The Trucking Law segment is a monthly feature on Overdrive, in which we pose commonly asked questions from truckers and owner-operators to legal experts. In this installment, attorney Paul O. Taylor goes into truckers’ rights when a carrier defames them. Find all Trucking Law installments via this link.
If you’ve been defamed by a former trucking employer, you have the right to tell your side of the story. In some cases, you have the right to have false information removed from your file maintained by a former employer and from reports maintained by HireRight. You also have the right to post a rebuttal on your DAC Report.
BACKGROUND CHECK REQUIREMENTS. If you apply for work with a carrier, the Federal Motor Carrier Safety Regulations (49. C.F.R. § 391.23) require a motor carrier to perform a safety background check within 30 days after your employment as a driver begins. The check must include contacting carriers for which you worked within the past three years. The investigation may consist of interviews, letters or a DOT background check form. The hiring carrier must make a record of its background check. The check must include, at a minimum, a list of your DOT recordable accidents, including any fatalities, bodily injuries and towing of the vehicle required, along with the dates and locations. The background check also must include controlled substance or alcohol testing violations during those three years.
YOUR RIGHT TO REBUT A BACKGROUND CHECK. Upon your request within 30 days after being hired or denied employment, an employer or a prospective employer must provide you with the information obtained from your previous employers. I recommend that drivers ask for this information even if they are hired so they can learn of information that needs correction.
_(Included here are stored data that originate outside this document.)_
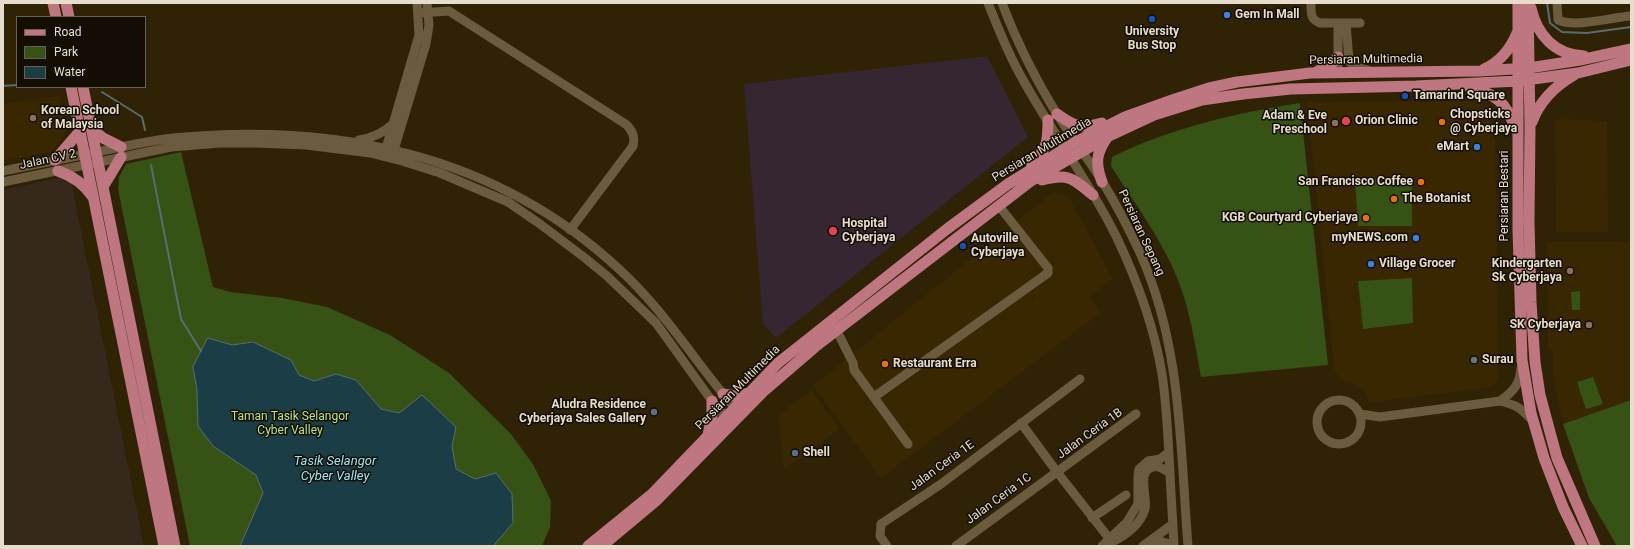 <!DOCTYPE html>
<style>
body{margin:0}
#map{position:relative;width:1634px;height:549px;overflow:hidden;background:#302205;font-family:Roboto,sans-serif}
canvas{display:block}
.frame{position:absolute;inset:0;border:4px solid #e6ddcd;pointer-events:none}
.legend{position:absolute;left:16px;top:16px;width:130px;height:72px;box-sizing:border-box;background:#130d03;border:1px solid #676054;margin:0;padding:5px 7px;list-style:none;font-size:12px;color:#e6ddcd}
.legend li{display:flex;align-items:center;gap:8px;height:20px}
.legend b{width:20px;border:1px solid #676054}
</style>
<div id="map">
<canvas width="1634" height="549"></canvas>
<div class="frame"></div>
<ul class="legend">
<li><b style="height:5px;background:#be7780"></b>Road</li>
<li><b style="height:11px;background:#375215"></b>Park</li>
<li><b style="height:11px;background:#1b3d45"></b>Water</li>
</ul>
</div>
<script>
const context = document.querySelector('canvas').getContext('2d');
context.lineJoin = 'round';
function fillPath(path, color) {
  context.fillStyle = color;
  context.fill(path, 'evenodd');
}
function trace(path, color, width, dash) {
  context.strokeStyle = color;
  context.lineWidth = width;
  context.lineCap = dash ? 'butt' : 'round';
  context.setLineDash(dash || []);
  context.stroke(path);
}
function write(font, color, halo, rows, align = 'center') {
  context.font = font + ' Roboto,sans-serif';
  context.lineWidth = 3;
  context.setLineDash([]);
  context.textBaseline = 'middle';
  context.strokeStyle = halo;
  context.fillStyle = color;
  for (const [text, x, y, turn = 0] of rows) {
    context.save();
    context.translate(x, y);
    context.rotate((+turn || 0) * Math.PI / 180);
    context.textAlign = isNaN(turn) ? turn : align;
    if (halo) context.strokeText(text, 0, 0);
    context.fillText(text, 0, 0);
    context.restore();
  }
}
fillPath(new Path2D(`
 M59,96L66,132L51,152L3,161V104Z
 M1472,101L1481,105L1488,112L1495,126L1498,379L1493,387L1371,402L1364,390L1355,384L1344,381L1338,376L1334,369L1307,102Z
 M1563,119L1607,121L1608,232H1556L1555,120Z
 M1053,192L1068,196L1113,279L1089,296L1100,313L881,478L813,386Z
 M1547,242H1631V400L1563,424L1553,378V350H1548Z
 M812,390L839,429L784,470L778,415Z`), '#382701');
fillPath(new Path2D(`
 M63,177L72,186L144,546H3V190Z`), '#36291c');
fillPath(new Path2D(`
 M987,56L1028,137L776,338L763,324L744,84Z`), '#362631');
fillPath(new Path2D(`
 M1300,103L1328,365L1201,377C1196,350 1192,323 1184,297C1170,250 1137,207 1111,166L1112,157C1173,127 1233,114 1300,103Z
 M181,152L213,287L230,292L282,298L327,307L390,335L449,373L510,433L533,464L551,501L550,527L542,546H190L118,189L119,177L126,164Z
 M1355,179L1412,180V226H1358Z
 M1412,278L1413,323L1363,329L1358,281Z
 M1580,291V310H1572L1571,292Z
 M1593,377L1603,404L1586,409L1577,382Z
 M1631,400V546H1617L1589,498L1563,424Z`), '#375215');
const water = new Path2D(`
 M208,338L232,345L253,342L291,360L299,375L314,381L336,374L356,380L381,409L399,413L422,395L456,427L452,446L456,469L475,479L496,473L512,494L513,523L493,546H240L263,493L256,475L213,446L198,426L197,390L193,367Z`);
fillPath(water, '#1b3d45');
trace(water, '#586d6e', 1);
trace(new Path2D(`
 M1547,3L1550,23L1562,32L1587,33L1631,27
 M3,86L17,85
 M102,92L142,117L145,130
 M151,165L181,319L201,351`), '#586d6e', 2);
trace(new Path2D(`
 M988,3C998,28 1008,54 1022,78C1051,131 1089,181 1116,236C1137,280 1154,326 1162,374C1167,407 1168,440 1170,473C1171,498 1173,522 1174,546
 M1002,3C1017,43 1036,80 1058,116C1072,138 1088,159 1102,181C1116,204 1129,229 1140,253C1182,346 1180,447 1188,546
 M1311,3C1311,13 1310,19 1320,23H1360
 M1557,3L1558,20C1574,28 1613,17 1631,16
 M419,13L449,11L627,125C633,132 635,137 633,146L570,230
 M1346,23L1349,61L1353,66L1368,70
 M1338,72V23
 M359,140C373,138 382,133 393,124
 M386,148L419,35L417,3
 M394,150L426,44L429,25L427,3
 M3,171C34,165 66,158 97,152C122,147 147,141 172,138C336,122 495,154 619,269C664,310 695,362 734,407
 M3,182L171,147L220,143H255L306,145L370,153L402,161L440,173L508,202L540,224L585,258L607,276L656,323L712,401L726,417
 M837,331L853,363L854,370L908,444
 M1521,368C1520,384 1513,392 1500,401C1519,406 1519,407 1533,421
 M874,397L1048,273V268L999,206
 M1317 422a22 22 0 1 1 44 0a22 22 0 1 1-44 0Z
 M1360,414L1380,417L1500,401
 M1021,423L1057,472L1112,542
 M1092,518L1126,495
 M1110,543C1125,536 1140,526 1145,509C1148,498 1136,470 1153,467C1159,465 1164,470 1170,473
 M1147,545L1163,542L1174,545
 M887,546L880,536L881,524L941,484L1080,379
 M956,546L1136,414
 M1102,546L1127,522L1138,504V476L1139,469L1148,461L1160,459L1169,452
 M1143,546L1173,524`), '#6c5c3f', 9);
trace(new Path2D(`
 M53,3L56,17
 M66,3L69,17
 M1518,3V229L1522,360L1531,413L1544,458L1563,507L1582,546
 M1528,3L1530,127L1529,221L1531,302L1535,362L1540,395L1557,458L1595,546
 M1531,8C1537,35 1555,55 1584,56
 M1484,69C1500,62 1510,50 1517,33
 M1318,71L1329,66L1338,57
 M71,87L164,546
 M83,87L175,546
 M1470,88C1496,93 1507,104 1515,128
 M1057,114C1075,127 1081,129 1102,123
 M1532,122C1540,100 1555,86 1574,75
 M92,129L103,138L121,147
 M55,160L80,131
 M1031,163C1048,150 1048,140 1048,120
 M58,171C73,176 84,184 93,197
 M1042,180C1069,173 1072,178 1093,195
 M1102,182C1095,163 1096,153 1108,136
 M103,187L121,157
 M723,394L735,396L748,393
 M708,435L712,416V401
 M588,546L652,494L778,363L947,229L1008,184L1076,142L1125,117L1175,99L1209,88L1237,82L1310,73L1480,71L1529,68L1580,60L1631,49
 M602,546L657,500L765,390L815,347L1031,181L1109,136L1154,115L1202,100L1243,94L1291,89L1416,86L1518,81L1578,73L1631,60`), '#be7780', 11);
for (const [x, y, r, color] of [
 [1227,15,4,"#3f7fe0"],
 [1152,19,4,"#1a4fb4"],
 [1405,96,4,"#1a4fb4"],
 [33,118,4,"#8d6e63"],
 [1346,121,5,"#e0444e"],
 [1442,122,4,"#e8710a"],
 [1335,123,4,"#8d6e63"],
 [1477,147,4,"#3f7fe0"],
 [1421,182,4,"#e8710a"],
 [1394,199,4,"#e8710a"],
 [1366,218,4,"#e8710a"],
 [833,231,5,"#e0444e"],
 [1416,238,4,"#3f7fe0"],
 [963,246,4,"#1a4fb4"],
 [1371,264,4,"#3f7fe0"],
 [1570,271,4,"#8d6e63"],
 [1589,325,4,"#8d6e63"],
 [1474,360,4,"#6b7280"],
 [885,364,4,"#e8710a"],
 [654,412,4,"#5c6f8a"],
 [795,453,4,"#5c6f8a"]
]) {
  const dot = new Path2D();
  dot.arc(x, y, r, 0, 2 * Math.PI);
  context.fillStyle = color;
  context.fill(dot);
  trace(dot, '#130d03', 1.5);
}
write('bold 12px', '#e6ddcd', '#130d03', [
 ["Gem In Mall",1235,15],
 ["University",1152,32,"center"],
 ["Bus Stop",1152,46,"center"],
 ["Tamarind Square",1413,96],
 ["Korean School",41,111],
 ["of Malaysia",41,125],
 ["Chopsticks",1450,115],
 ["@ Cyberjaya",1450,129],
 ["Adam & Eve",1327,116,"right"],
 ["Preschool",1327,130,"right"],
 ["Orion Clinic",1355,121],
 ["eMart",1469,147,"right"],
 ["San Francisco Coffee",1413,182,"right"],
 ["The Botanist",1402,199],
 ["KGB Courtyard Cyberjaya",1358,218,"right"],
 ["Hospital",842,224],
 ["Cyberjaya",842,238],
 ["myNEWS.com",1408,238,"right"],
 ["Autoville",971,239],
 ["Cyberjaya",971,253],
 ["Village Grocer",1379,264],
 ["Kindergarten",1562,264,"right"],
 ["Sk Cyberjaya",1562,278,"right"],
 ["SK Cyberjaya",1581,325,"right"],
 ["Surau",1482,360],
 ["Restaurant Erra",893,364],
 ["Aludra Residence",646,405,"right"],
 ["Cyberjaya Sales Gallery",646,419,"right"],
 ["Shell",803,453]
], 'left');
write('12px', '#e6ddcd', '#130d03', [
 ["Persiaran Multimedia",1366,60,-1],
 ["Persiaran Multimedia",1042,150,-31],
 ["Jalan CV 2",48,160,-12],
 ["Persiaran Bestari",1505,196,-90],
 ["Persiaran Sepang",1141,233,65],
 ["Persiaran Multimedia",738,388,-45],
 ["Jalan Ceria 1B",1090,434,-36],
 ["Jalan Ceria 1E",942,466,-36],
 ["Jalan Ceria 1C",999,499,-36]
]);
write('12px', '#b4e483', '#130d03', [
 ["Taman Tasik Selangor",290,417],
 ["Cyber Valley",290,431]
]);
write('italic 13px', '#97e5f8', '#130d03', [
 ["Tasik Selangor",335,462],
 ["Cyber Valley",335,477]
]);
</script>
Regulations require you to send any rebuttal to the previous employer with instructions to include your statement in your safety performance history. Your previous employer must send a copy of your rebuttal to your prospective employers with any response to background checks that are made during the next three years.
Federal Motor Carrier Safety Administration regulations prohibit civil suits against your former employer for defamation – slander or libel – for providing false or misleading information in response to a mandatory background check. The one exception is when the former employer knowingly provides false information, thereby becoming subject to FMCSA fines.
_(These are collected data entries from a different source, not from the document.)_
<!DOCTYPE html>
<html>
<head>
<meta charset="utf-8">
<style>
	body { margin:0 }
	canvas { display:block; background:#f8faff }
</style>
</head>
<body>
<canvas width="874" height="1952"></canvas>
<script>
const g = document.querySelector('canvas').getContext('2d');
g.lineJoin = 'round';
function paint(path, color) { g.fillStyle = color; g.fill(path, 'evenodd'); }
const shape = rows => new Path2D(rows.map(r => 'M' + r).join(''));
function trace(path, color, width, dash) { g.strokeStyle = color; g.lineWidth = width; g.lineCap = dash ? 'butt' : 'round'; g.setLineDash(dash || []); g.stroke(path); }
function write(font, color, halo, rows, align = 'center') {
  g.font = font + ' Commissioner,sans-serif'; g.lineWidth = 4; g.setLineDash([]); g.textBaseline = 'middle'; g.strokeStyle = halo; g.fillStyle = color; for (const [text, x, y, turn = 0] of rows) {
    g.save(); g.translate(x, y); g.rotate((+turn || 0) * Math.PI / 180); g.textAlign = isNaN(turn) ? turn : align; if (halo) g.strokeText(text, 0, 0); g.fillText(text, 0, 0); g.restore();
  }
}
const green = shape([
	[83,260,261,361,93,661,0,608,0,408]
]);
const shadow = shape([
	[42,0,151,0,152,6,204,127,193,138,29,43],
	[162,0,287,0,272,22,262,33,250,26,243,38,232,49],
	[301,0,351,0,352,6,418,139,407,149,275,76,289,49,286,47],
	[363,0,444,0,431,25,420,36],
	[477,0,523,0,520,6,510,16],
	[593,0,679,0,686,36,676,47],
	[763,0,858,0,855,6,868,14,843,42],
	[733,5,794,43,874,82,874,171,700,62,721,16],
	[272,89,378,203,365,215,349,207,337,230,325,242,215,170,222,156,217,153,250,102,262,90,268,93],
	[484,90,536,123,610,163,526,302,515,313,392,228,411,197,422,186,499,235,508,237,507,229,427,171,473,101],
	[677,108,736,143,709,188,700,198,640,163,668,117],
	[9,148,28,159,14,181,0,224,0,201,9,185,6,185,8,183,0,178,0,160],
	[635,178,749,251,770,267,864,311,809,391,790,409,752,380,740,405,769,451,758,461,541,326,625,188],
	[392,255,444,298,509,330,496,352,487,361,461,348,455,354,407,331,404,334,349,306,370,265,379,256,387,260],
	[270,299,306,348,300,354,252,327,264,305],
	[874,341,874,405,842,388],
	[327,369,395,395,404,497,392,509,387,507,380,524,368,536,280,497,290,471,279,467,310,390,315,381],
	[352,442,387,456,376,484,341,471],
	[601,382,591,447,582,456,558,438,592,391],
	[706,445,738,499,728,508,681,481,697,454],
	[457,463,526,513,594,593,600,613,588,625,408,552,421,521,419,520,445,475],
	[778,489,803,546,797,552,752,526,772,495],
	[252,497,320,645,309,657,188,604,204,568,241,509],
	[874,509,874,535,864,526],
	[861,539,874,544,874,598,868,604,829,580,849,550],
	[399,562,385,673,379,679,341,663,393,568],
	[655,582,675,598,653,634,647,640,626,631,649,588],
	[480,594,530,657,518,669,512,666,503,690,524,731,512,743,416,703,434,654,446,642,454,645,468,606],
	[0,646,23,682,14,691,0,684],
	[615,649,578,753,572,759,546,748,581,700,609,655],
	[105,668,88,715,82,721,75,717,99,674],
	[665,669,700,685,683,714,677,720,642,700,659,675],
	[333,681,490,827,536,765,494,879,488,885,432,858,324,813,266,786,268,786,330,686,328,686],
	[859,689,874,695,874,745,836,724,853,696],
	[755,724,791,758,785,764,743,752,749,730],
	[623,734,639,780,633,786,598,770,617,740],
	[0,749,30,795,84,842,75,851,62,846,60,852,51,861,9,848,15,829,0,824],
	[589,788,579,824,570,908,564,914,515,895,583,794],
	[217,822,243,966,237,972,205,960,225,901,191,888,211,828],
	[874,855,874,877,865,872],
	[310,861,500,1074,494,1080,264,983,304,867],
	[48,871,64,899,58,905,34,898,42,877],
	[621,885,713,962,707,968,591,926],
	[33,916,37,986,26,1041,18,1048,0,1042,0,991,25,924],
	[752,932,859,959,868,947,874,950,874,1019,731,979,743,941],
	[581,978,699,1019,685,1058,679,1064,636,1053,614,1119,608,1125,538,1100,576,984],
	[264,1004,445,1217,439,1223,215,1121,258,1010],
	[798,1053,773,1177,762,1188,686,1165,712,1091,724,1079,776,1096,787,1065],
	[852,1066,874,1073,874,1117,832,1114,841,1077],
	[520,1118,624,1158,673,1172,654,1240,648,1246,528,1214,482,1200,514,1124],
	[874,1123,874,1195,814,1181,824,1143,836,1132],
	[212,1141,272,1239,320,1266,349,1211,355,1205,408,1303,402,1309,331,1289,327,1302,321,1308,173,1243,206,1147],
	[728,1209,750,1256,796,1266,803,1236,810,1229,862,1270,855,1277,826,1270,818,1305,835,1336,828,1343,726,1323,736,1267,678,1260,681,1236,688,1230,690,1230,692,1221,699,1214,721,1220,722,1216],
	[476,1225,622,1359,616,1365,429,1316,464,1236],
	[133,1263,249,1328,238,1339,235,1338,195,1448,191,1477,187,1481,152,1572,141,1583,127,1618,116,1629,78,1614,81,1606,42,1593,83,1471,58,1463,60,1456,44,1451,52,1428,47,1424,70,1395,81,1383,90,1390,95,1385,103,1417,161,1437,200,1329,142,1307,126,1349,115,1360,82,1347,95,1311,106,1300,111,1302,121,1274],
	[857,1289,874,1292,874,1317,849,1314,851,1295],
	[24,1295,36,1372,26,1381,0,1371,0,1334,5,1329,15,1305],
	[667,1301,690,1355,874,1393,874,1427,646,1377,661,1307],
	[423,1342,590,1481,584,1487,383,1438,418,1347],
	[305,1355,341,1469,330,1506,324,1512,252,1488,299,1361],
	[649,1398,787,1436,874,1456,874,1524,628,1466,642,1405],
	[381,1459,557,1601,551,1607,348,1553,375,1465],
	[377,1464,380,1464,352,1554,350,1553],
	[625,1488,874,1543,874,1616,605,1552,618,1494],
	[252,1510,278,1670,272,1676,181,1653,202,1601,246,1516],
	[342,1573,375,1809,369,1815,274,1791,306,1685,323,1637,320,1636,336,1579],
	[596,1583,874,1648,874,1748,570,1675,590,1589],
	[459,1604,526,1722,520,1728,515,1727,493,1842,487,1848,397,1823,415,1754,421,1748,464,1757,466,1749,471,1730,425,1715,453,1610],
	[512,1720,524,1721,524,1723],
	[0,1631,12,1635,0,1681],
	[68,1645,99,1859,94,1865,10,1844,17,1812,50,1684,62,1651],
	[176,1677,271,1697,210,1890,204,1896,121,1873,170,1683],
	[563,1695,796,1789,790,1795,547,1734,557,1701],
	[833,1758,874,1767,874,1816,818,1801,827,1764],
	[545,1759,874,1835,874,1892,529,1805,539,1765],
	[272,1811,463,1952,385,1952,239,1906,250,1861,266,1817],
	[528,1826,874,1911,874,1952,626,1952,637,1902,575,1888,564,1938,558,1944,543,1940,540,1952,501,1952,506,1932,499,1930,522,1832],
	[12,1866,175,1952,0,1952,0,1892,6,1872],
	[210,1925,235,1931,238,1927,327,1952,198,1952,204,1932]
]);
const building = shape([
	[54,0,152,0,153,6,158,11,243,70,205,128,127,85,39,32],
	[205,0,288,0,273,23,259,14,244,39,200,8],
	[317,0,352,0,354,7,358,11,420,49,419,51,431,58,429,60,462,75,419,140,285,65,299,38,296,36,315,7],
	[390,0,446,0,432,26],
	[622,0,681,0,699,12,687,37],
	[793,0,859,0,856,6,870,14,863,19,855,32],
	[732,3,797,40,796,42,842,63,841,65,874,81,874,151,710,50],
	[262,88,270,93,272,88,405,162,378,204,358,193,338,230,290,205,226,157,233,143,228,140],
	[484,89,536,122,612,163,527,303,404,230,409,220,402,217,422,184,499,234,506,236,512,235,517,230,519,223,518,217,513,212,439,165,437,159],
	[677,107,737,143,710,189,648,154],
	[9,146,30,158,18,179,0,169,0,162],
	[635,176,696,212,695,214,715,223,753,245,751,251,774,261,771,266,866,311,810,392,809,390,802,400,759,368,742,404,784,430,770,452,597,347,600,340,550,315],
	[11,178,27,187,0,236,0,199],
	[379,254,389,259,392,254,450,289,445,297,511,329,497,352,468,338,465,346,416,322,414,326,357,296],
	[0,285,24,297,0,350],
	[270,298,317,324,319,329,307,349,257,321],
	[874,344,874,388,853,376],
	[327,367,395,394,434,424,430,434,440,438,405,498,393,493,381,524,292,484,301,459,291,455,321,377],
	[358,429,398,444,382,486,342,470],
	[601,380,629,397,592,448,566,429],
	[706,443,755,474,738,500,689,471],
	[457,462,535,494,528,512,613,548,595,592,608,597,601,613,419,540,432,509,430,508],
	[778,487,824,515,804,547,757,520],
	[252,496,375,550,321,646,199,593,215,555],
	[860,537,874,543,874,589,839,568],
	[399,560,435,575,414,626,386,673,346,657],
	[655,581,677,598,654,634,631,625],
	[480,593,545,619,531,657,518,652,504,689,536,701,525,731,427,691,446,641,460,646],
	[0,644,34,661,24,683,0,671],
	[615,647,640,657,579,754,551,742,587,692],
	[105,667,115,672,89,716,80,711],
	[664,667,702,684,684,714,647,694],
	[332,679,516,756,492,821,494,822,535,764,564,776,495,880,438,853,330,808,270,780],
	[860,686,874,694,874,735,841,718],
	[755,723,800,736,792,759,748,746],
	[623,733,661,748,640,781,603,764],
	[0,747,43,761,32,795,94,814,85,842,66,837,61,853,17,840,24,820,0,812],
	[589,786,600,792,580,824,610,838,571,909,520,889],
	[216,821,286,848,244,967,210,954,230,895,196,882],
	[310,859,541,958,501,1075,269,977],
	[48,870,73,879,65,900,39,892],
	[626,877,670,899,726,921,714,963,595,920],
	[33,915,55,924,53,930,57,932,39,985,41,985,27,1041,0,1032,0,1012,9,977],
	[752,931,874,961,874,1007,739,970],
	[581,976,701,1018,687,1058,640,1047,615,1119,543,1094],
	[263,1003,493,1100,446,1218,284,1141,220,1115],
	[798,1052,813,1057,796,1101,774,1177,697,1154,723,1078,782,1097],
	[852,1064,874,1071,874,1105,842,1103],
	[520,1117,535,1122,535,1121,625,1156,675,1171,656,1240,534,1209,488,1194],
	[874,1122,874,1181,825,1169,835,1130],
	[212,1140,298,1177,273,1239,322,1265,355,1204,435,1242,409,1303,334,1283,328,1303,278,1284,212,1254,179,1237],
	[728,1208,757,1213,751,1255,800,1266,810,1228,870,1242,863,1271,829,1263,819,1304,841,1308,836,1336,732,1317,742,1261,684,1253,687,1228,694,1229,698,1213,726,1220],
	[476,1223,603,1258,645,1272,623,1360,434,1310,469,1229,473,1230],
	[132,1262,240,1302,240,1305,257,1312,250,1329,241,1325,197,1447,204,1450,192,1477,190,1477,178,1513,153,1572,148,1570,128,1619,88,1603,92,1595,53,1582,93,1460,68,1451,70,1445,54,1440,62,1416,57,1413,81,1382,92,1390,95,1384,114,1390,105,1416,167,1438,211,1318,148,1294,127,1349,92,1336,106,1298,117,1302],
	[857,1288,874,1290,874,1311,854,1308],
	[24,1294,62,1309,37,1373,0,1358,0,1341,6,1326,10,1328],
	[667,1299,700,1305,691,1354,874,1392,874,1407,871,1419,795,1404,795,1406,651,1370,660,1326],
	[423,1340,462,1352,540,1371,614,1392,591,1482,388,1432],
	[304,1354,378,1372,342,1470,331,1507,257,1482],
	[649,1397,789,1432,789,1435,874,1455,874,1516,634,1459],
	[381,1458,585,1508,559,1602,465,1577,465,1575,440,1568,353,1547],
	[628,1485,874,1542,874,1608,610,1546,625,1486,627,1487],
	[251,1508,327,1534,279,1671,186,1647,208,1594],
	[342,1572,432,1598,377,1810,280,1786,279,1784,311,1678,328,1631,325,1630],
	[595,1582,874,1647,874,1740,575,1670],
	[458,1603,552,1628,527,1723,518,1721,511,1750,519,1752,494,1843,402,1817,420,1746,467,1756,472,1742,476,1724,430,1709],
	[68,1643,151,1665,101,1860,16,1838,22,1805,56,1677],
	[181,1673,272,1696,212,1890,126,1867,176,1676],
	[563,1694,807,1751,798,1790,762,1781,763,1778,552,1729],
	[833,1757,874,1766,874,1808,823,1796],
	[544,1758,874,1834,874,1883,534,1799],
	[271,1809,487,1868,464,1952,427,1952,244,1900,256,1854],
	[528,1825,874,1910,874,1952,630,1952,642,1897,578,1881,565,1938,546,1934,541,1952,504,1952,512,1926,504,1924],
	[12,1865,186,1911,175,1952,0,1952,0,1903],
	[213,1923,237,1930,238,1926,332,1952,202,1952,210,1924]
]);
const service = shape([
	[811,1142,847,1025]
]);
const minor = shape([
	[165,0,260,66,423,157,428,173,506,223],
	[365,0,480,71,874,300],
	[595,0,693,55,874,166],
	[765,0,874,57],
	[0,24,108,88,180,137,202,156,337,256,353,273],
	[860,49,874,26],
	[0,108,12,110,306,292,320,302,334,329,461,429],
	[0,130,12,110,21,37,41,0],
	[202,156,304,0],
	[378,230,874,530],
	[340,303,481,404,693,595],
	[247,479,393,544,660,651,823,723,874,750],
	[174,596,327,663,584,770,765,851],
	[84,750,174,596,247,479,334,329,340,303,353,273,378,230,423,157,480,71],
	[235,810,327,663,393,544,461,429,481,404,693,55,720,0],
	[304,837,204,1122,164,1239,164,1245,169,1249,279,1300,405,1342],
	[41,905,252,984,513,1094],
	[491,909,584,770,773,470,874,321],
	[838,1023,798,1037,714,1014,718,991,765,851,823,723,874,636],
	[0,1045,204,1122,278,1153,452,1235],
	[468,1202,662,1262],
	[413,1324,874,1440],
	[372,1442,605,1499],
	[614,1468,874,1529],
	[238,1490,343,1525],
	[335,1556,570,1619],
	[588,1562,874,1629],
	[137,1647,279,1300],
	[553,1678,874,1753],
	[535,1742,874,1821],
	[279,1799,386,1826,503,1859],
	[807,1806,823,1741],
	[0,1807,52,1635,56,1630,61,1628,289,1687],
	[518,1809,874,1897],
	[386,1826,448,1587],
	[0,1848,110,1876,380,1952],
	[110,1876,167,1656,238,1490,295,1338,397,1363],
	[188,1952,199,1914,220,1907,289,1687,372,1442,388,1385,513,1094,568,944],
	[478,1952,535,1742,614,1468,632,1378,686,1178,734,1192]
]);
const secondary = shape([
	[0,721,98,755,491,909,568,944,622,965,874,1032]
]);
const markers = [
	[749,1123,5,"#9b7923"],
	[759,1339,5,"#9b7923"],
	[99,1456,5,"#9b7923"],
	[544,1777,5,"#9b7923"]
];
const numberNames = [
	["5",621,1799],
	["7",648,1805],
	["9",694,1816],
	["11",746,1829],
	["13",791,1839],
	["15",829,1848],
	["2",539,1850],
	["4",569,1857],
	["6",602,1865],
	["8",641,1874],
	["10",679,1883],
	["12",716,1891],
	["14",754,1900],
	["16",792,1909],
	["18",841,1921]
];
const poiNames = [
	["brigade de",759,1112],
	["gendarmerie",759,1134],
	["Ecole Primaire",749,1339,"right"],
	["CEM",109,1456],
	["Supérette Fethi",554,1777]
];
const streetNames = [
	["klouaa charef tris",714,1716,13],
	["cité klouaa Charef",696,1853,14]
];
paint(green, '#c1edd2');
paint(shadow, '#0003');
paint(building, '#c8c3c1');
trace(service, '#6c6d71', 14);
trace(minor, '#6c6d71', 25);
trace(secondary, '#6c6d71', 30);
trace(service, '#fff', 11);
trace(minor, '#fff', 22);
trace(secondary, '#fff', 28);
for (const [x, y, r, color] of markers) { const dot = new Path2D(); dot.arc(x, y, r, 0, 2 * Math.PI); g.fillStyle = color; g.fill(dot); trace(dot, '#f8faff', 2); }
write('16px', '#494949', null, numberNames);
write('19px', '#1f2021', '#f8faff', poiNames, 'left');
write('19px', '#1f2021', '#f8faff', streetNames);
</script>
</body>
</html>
DISPUTING CONSUMER REPORTS. DAC Reports are subject to the Fair Credit Reporting Act. The FCRA requires a reporting agency, such as HireRight, to provide you with a free copy of your report annually. Drivers should review their report annually. If your DAC Report is inaccurate, you may file a dispute with HireRight, including supporting information, and ask them to investigate. Do it in writing, and keep a copy of the information you provided.
HireRight must investigate your dispute. However, for the most part, the investigation only needs to consist of asking the carrier with the inaccurate information to respond. If the carrier does not respond within 30 days, the inaccurate information must be removed from your file. If the carrier responds later than 30 days, the inaccurate information may be placed back on your report.
Should the consumer reporting agency investigate and choose to leave the inaccurate information on your report, you have the right to submit a rebuttal of up to 100 words.
TAKING IT TO COURT. So the first step for drivers to resolve misinformation in their file is to ask the former employer to correct it. Failing that, the next step should be to dispute the inaccurate information with HireRight or other reporting agency.
As a last resort, you can file a lawsuit, which can be lengthy and costly. Since reporting agencies and employers have a legal obligation to provide accurate information, the FCRA allows you to bring civil actions in federal court and recover damages and attorney’s fees.